GIVEN ENTRIES:
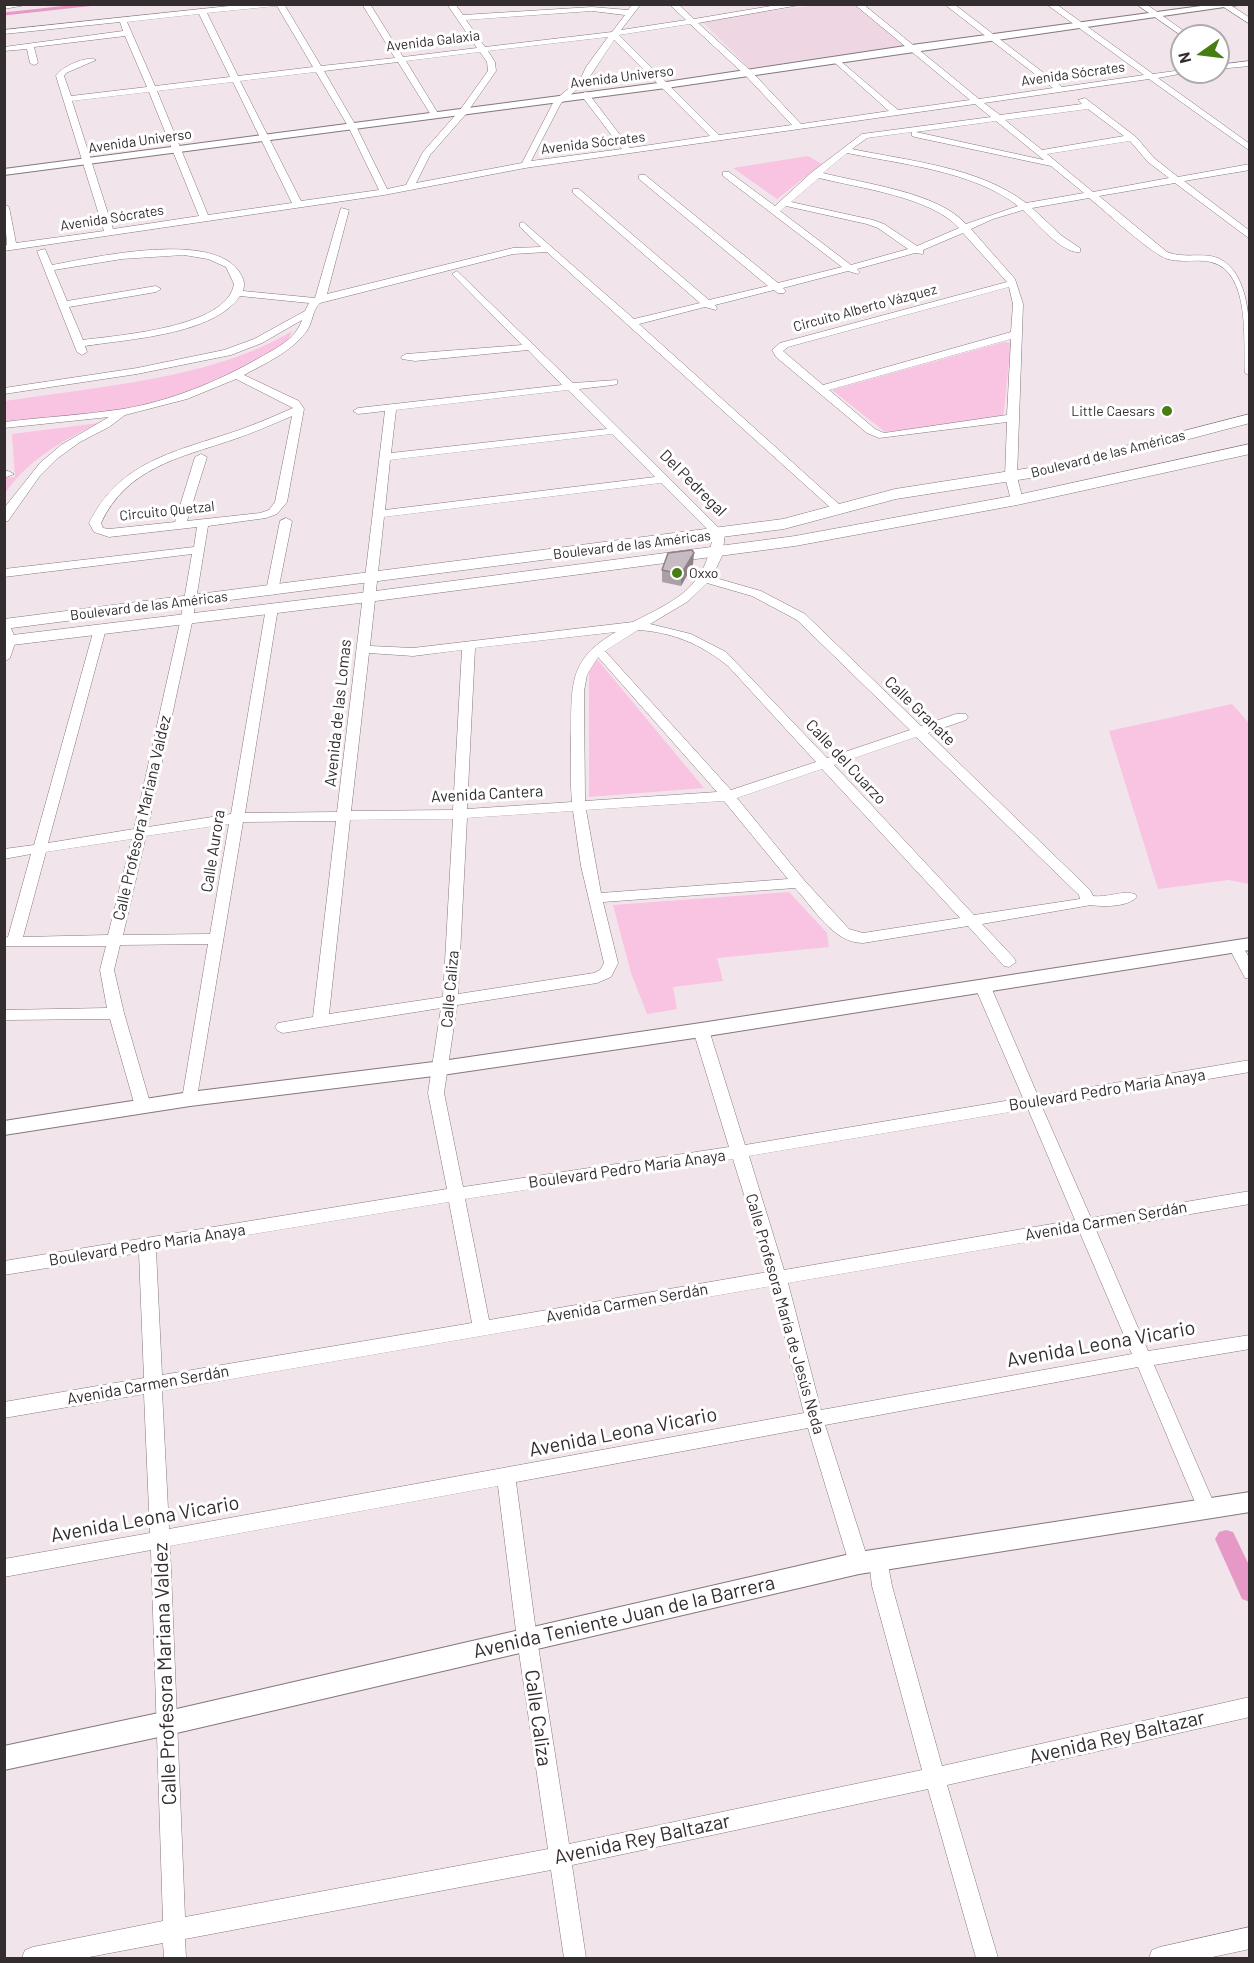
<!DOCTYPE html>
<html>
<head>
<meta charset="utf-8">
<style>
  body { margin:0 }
  #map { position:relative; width:1254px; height:1963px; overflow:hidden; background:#f2e4eb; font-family:Barlow,sans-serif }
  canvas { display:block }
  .frame { position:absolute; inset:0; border:6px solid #332d30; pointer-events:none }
  .north { position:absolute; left:1170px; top:24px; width:60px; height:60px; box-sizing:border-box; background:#fff; border:2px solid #adabac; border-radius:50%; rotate:256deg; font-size:16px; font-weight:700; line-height:24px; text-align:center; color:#332d30 }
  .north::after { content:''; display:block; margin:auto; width:21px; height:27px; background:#477d13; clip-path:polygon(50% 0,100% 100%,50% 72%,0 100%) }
</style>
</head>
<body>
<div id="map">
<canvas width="1254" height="1963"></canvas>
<div class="frame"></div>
<div class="north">N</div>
</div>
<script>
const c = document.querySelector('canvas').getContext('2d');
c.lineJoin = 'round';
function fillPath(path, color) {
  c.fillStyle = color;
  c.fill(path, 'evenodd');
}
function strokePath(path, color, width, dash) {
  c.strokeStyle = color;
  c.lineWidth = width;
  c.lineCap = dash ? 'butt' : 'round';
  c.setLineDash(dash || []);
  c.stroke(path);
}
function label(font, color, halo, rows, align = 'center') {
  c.font = font + ' Barlow,sans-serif';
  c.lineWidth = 6;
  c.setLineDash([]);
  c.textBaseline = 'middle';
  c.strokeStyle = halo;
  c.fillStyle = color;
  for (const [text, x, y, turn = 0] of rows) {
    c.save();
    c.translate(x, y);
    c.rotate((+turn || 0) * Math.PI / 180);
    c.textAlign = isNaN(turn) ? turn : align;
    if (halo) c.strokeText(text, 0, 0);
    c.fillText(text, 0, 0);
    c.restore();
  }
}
const built = new Path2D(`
  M817 5H857L907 47 749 68 701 20Z`);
const green = new Path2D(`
  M808 156 822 164 777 199 733 168Z
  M292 331 288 341 226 380 150 407 5 426V401C94 387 214 379 292 331Z
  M1004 342 1011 343 1003 419 885 432 832 390Z
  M99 423C63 440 28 460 5 493V478L15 477 12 434Z
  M596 658 704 788 589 797V664Z
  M1232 704 1249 723V884L1229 880 1158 889 1109 731Z
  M789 892 827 933 829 947 717 958 723 981 673 987 677 1009 647 1014 631 973 613 905Z`);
const stream = new Path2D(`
  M4 14 95 4`);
const canal = new Path2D(`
  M1226 1530 1233 1532 1250 1567V1602L1242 1599 1215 1539 1219 1532Z`);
const minor = new Path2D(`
  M31 4 4 9V5Z
  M248 4H284L321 66 395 58 362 4H370L403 57 477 48 447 4H455L463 15 592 7 628 10 633 4H641L621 30 686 20 669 4H678L694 19 783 4H805L698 23 752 72 801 124 889 111 835 63V59H838L898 110 970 100 854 4H863L979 99 1053 88 944 4H954L1062 87 1144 75 1046 4H1056L1153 74 1182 70V72H1189L1158 78 1250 144V151L1149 79 984 103 1000 115 1082 104 1078 100 1085 98 1136 137 1154 158 1178 177 1250 164V170L1184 181 1250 231V239L1175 183 1099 196 1167 252C1184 259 1202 252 1218 258 1254 274 1250 339 1250 376L1245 373C1243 341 1251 272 1211 262 1195 258 1176 265 1161 256 1139 243 1110 215 1089 198L1032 208 1062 236 1080 248V252C1062 254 1036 222 1023 210L993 219 971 229 1015 279 1023 304 1017 477 1023 500 1017 503 1011 500 1005 477 1007 422 879 438 867 433 776 357 772 350 780 343 1007 282 963 233 923 250V254L915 253 857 269 860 272 858 274 848 271 783 288 786 291 784 293H778L774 290 715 305 717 308 716 310 705 307 639 324 841 506V510H833L547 252 513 254 320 303C312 310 313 323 306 332 291 352 266 363 244 375L299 401 304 409 287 502 277 514 266 518 208 526 193 618 148 827 231 814 266 608 272 604 278 608 245 813 337 812 385 411 358 414 353 411 358 408 562 385 528 350 415 361 402 359 401 357 406 354 522 345 454 276 452 274 457 271 573 383 617 380V384L613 385 579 389 723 532 725 534 722 556 712 577 761 591 805 614 921 726 956 714H966L968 717 966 720 928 733 1090 890 1093 896C1107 898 1122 890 1135 894L1137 897C1128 907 1104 907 1091 905L982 924 1014 958 1016 962 1009 967 1004 966 968 926 863 943C833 943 814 908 795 888L603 902 618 963 611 977 597 983 457 1005 444 1093 463 1187 729 1147 693 1030 696 1026H706L709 1030 745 1145 1023 1098 975 987 978 983H988L991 987 1038 1096 1250 1060V1072L1042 1107 1091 1218 1250 1191V1204L1096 1230 1148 1351 1250 1335V1349L1154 1365 1216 1508 1214 1514 1207 1516 1200 1514 1138 1367 825 1425 869 1563 866 1569 859 1572 852 1569 849 1563 808 1428 516 1482 537 1639 569 1844 922 1770 872 1586 869 1560 872 1554 879 1551 886 1554 892 1586 942 1766 1250 1697V1717L947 1785 998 1958H976L928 1789 572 1865 586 1958H564L551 1870 185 1939 186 1958H164L163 1943 84 1958H22L25 1950 33 1947 163 1921 151 1550 4 1577V1559L150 1533 144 1394 4 1418V1402L144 1378 139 1253 4 1275V1261L447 1189 428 1093 441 1008 283 1033 278 1031 275 1027 278 1023 313 1017 336 821 243 822 196 1103H184L182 1099 208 944 120 945 114 970 124 1013 151 1106 149 1110H137L135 1106 110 1019 4 1020V1010L107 1008 100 970 106 946H4V938L8 937 31 854 4 859V849L34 845 94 629 100 625 106 629 48 843 134 829 181 618 192 554 4 577V569L194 547 197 527 109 537 94 532 89 523C118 465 166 454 224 435 247 428 270 418 293 408L236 379 187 399 125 415 109 427 80 442 58 458 39 477 8 521 4 522 5 507 40 463 61 445 109 417 4 428V422C44 417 84 415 123 409 170 401 217 382 259 358 275 349 296 339 302 320L262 343 231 355 137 374 4 394V388L137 368 224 350 254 339 305 311 309 303 240 296C214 335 128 339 85 346L87 352 82 355 77 352 37 251 45 249 52 265C95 257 214 230 240 273 244 280 245 283 243 291L315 298 341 208 349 210 327 294 513 248 541 247 520 227V223L523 222 634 319 700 303 573 193V189H579L709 300 768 286 639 179V175H645L778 283 842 267 723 176V172H729L775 206 812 172 862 134 991 117 975 104 525 168 384 195 4 251V245H7L4 204 9 207 16 243 104 231 56 76C61 67 87 55 96 60L66 73 64 76 71 96 147 87 125 36 34 47 38 63 34 65 30 63 27 49 4 51V47L123 31 120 22 4 34V30ZM277 6 313 67 238 76 207 13ZM592 11 625 15 612 32 485 47 466 20ZM199 14 230 77 155 86 127 22ZM690 24 746 76 792 125 719 135 619 35ZM608 37 586 67 581 78 554 101 522 163 416 183 430 155 466 114 496 71 495 62 488 51ZM614 40 710 136 630 148 588 93 585 92 581 95 622 149 531 161 561 103 587 81ZM480 52 487 62 488 71 460 110 423 152 406 185 387 189 356 126 324 71 398 62 431 115 435 118 439 115 406 61ZM316 72 348 126 379 190 301 201 240 81ZM233 82 292 203 208 215 157 91ZM149 92 199 216 113 229 72 101ZM1088 109 1124 136 1042 150 1005 120ZM996 121 1044 160 916 132ZM912 132V136L915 137 1051 166 1084 193 1026 203C979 167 909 161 852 149L867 138ZM1130 141 1148 162 1169 178 1093 192 1047 154ZM847 153C900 164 974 171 1018 206L966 224C937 192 865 184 823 173ZM819 178C859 188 931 197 959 228L917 246 884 224 873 220 791 202ZM786 206 867 224 878 228 908 249 851 265 780 211ZM184 255 208 259 226 267 234 284C227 328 118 335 83 340L69 307 156 292 161 289 156 286 67 301 54 270 122 259ZM1009 287 1013 304 1011 332 823 385 783 351 788 347ZM1011 339 1007 415 884 433 875 429 829 390ZM568 390 607 429 391 453 396 410ZM292 416 275 502 269 510 260 513 187 521 207 457 201 454 195 457 175 522 109 529 103 528 101 523C127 468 178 458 232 440 253 433 273 424 292 416ZM612 434 655 477 385 510 390 460ZM661 483 713 535C705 588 678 599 633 622L413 648 370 646 384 517ZM707 583 752 596 797 620 910 730 827 758 726 652 691 634 650 624 687 602ZM638 630C672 632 701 644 728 666L816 762 731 790 605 651ZM616 632C567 660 572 686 571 737 571 759 570 781 572 802L467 809 475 648ZM462 650 453 810 351 811 369 653 413 656ZM598 657 717 792 585 801 584 691 587 675ZM916 737 1079 895 1080 899 974 915 834 765ZM822 769 960 918 863 933 849 929 804 880 737 798ZM724 801 788 879 601 893 586 810ZM573 811 581 866 604 963 600 970 594 973 458 994 467 818ZM453 819 443 997 329 1014 350 820ZM229 824 210 934 123 935 146 836ZM132 839 108 935 23 937 46 852ZM1028 1109 1075 1220 784 1270 749 1156ZM733 1159 768 1272 489 1320 465 1199ZM449 1202 472 1323 162 1375 156 1250ZM1080 1233 1132 1354 821 1410 788 1283ZM772 1286 804 1413 169 1529 162 1391ZM498 1486 517 1639 548 1849 185 1917 170 1546Z
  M1136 4H1146L1191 36H1182Z
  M1219 4H1229L1250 18V24Z
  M1250 61V66L1218 69V65Z
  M8 471 14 474 4 478V472Z
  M286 518 292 521 278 591 272 595 266 591 280 521Z
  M4 622 10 626 16 640 10 658 4 662Z
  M1235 941 1240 942 1250 959V979L1245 978 1228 946Z
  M1250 1927V1949L1208 1958H1149L1152 1950 1160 1947Z`);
const tertiary = new Path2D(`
  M1216 4H1245L666 88 4 175V169L666 82 912 45Z
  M1250 938V950L701 1037 442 1075 190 1106 4 1135V1121L190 1092 442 1061 701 1023Z
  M1250 1492V1512L859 1574 168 1735 4 1770V1746L168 1711 859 1552Z`);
const secondary = new Path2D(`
  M1250 414V423L1056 474 896 499 784 529 4 629V619L783 519 895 489 1055 464Z
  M1250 444V454L1017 505 795 546 368 602 4 646V636L368 592 795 536 1017 495Z`);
const wall = new Path2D(`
  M693 565 681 586 662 582V570Z`);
const shadedWall = new Path2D(`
  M694 553 693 565 681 586V574Z`);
const building = new Path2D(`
  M692 550 694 553 681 574 662 570 668 553Z`);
const markers = [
  [1167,411,6,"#477d13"],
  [677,573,6,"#477d13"]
];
const farStreetnames = [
  ["Avenida Galaxia",433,41,-7],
  ["Avenida Sócrates",1073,74,-8],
  ["Avenida Universo",622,77,-7],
  ["Avenida Universo",140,141,-8],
  ["Avenida Sócrates",593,143,-7],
  ["Avenida Sócrates",112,218,-9],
  ["Circuito Alberto Vázquez",865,308,-15],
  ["Boulevard de las Américas",1108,454,-14],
  ["Circuito Quetzal",167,511,-6],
  ["Boulevard de las Américas",632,545,-7],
  ["Boulevard de las Américas",149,606,-7]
];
const farPoinames = [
  ["Little Caesars",1155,411],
  ["Oxxo",689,573,"left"]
];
const streetNames = [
  ["Del Pedregal",693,483,45],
  ["Calle Granate",920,711,44],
  ["Avenida de las Lomas",338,713,-84],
  ["Calle del Cuarzo",846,762,47],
  ["Avenida Cantera",487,794,-3],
  ["Calle Profesora Mariana Valdez",142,818,-77],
  ["Calle Aurora",213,851,-81],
  ["Calle Caliza",450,989,-85],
  ["Boulevard Pedro María Anaya",1107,1090,-9],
  ["Boulevard Pedro María Anaya",627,1169,-8],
  ["Avenida Carmen Serdán",1106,1221,-10],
  ["Boulevard Pedro María Anaya",147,1245,-9],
  ["Avenida Carmen Serdán",627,1303,-10],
  ["Calle Profesora María de Jesús Neda",785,1314,74],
  ["Avenida Carmen Serdán",148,1385,-10]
];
const nearStreetnames = [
  ["Avenida Leona Vicario",1101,1344,-10],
  ["Avenida Leona Vicario",623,1432,-11],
  ["Avenida Leona Vicario",145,1519,-10],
  ["Avenida Teniente Juan de la Barrera",624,1617,-13],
  ["Calle Profesora Mariana Valdez",165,1674,-92],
  ["Calle Caliza",538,1718,82],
  ["Avenida Rey Baltazar",1117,1737,-13],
  ["Avenida Rey Baltazar",642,1839,-12]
];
fillPath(built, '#eed7e3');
fillPath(green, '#f8c4e1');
strokePath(stream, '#e699c6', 3);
fillPath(canal, '#e699c6');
strokePath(minor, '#85777e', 1);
strokePath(tertiary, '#85777e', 2);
strokePath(secondary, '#85777e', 1);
fillPath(minor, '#fff');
fillPath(tertiary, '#fff');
fillPath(secondary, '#fff');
fillPath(wall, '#aca0a7');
fillPath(shadedWall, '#8c8288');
fillPath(building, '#c8bac2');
strokePath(building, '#8c8288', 1.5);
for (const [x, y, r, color] of markers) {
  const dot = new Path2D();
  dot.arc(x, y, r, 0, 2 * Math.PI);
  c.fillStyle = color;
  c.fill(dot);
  strokePath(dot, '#fff', 2);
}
label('14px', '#332d30', '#fff', farStreetnames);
label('14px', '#332d30', '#fff', farPoinames, 'right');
label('16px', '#332d30', '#fff', streetNames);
label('20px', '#332d30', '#fff', nearStreetnames);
</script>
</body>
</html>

EXERCISE INSTRUCTIONS: Would you please write out, exactly and with no other lines, the stretch of the listing above from the line containing "c.lineJoin = 'round';" through the line containing "c.setLineDash(dash || []);"?

WRITTEN REPLY:
c.lineJoin = 'round';
function fillPath(path, color) {
  c.fillStyle = color;
  c.fill(path, 'evenodd');
}
function strokePath(path, color, width, dash) {
  c.strokeStyle = color;
  c.lineWidth = width;
  c.lineCap = dash ? 'butt' : 'round';
  c.setLineDash(dash || []);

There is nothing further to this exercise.